Also, yes, $35 isn't much, provided the license is per-user. If it's per-
machine, it would cost most devs a _lot_ more (I'd need at least 5-6 licenses
for all my VMs + desktop + laptop). That's a whole different story.

I will say, though, that I have no interest or desire in the debugging or VS
integration features; those are useless to me.

------
georgemcbay
It always stings to have to pay for something you used to get for free --
basic human nature.

On the other hand, Reflector is either worth $35 or isn't. At a price that
low, the decision is pretty binary -- is the tool worth the cost of a decent
dining-out dinner or not? If not, live without it.

------
wingo
Their web page has a box on it; how quaint.
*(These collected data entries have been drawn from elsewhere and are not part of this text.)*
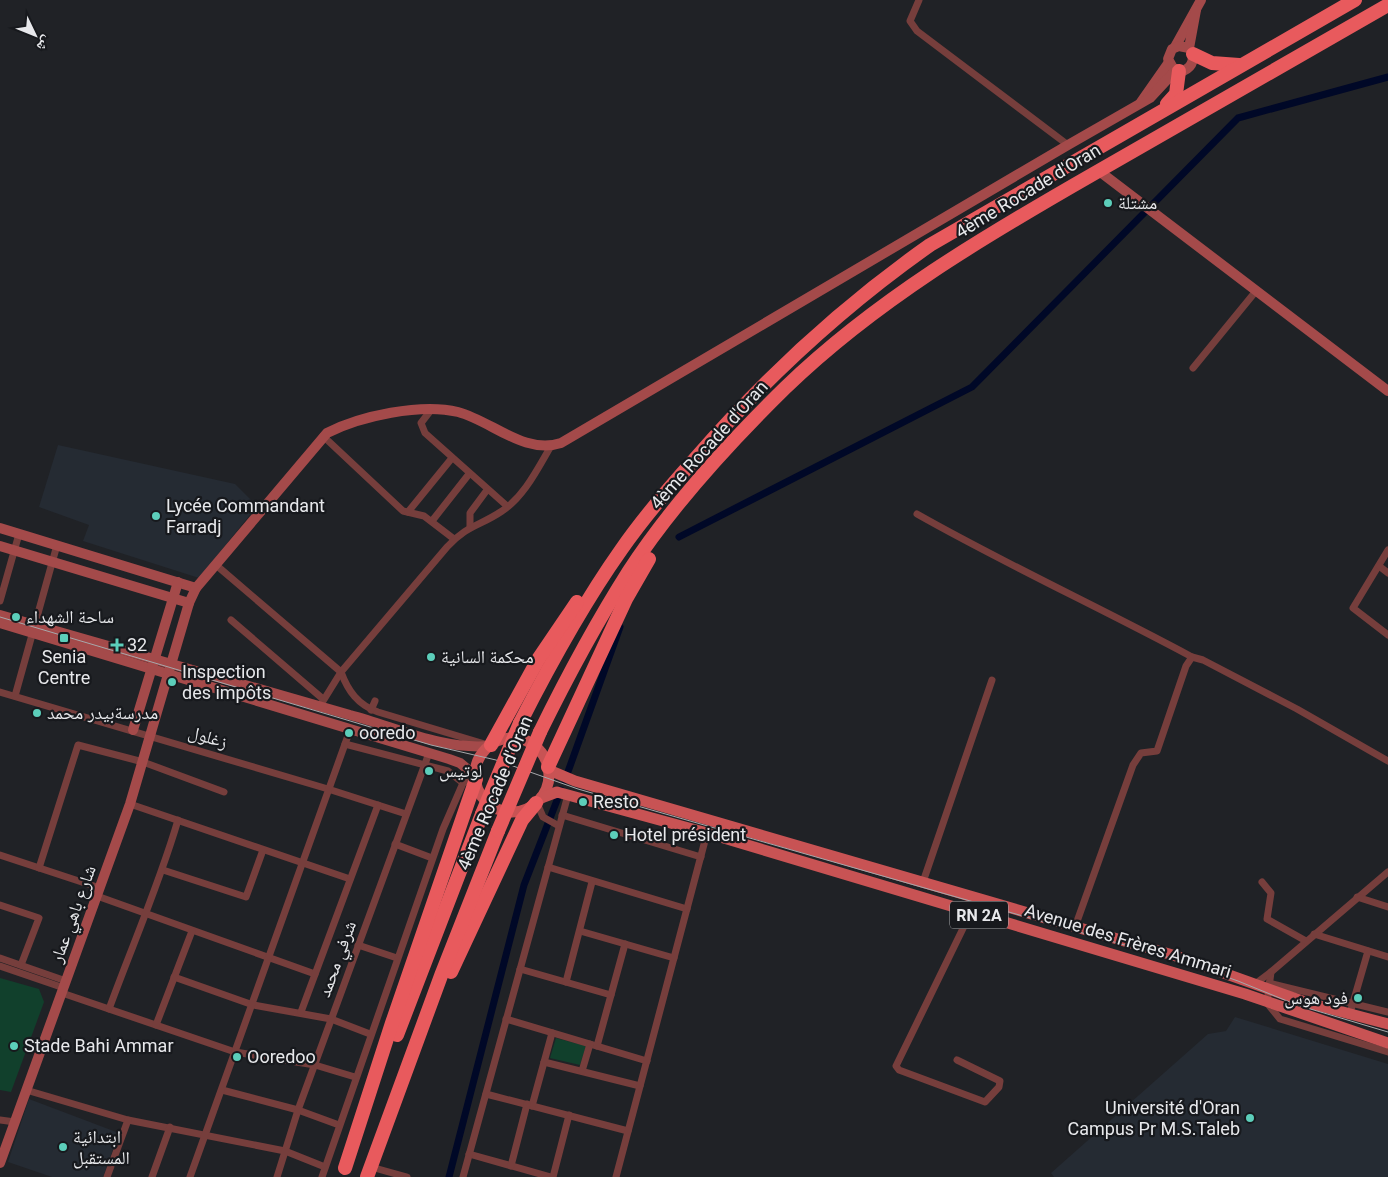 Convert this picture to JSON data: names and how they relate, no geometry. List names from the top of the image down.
{
  "streets": {
    "highway": ["4ème Rocade d'Oran"],
    "main road": ["شارع باهي عمار", "RN 2A", "Avenue des Frères Ammari"],
    "street": ["زغلول", "شرفي محمد"]
  },
  "crossings": [
    ["زغلول", "شارع باهي عمار"],
    ["زغلول", "شرفي محمد"]
  ],
  "places": {
    "other": [
      "مشتلة",
      "Lycée Commandant Farradj",
      "ساحة الشهداء",
      "محكمة السانية",
      "Inspection des impôts",
      "مدرسةبيدر محمد",
      "ooredo",
      "لوتيس",
      "Resto",
      "Hotel président",
      "فود هوس",
      "Stade Bahi Ammar",
      "Ooredoo",
      "Université d'Oran Campus Pr M.S.Taleb",
      "ابتدائية المستقبل"
    ],
    "transit": ["Senia Centre"],
    "health": ["32"]
  },
  "north": "bottom right"
}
I remember getting software in
boxes.

------
snprbob86
Looks like JetBrains is going to release an alternative:

[http://blogs.jetbrains.com/dotnet/2011/02/reflections-on-
rec...](http://blogs.jetbrains.com/dotnet/2011/02/reflections-on-recent-news/)

------
rbanffy
I think it's fair to say it was never free. It was only infinitely
inexpensive.

BTW, shouldn't the title make the distinction between free software and
freeware?

------
nlawalker
Correct me if I'm wrong, but existing versions will continue to be offered and
will be free - is that right? I thought Lutz Roeder agreed with Red Gate that
RG was free to improve upon Reflector and sell it, but that the original had
to be offered for free. Obviously the version upgrade counts as improvements,
but the original should still be offered for free.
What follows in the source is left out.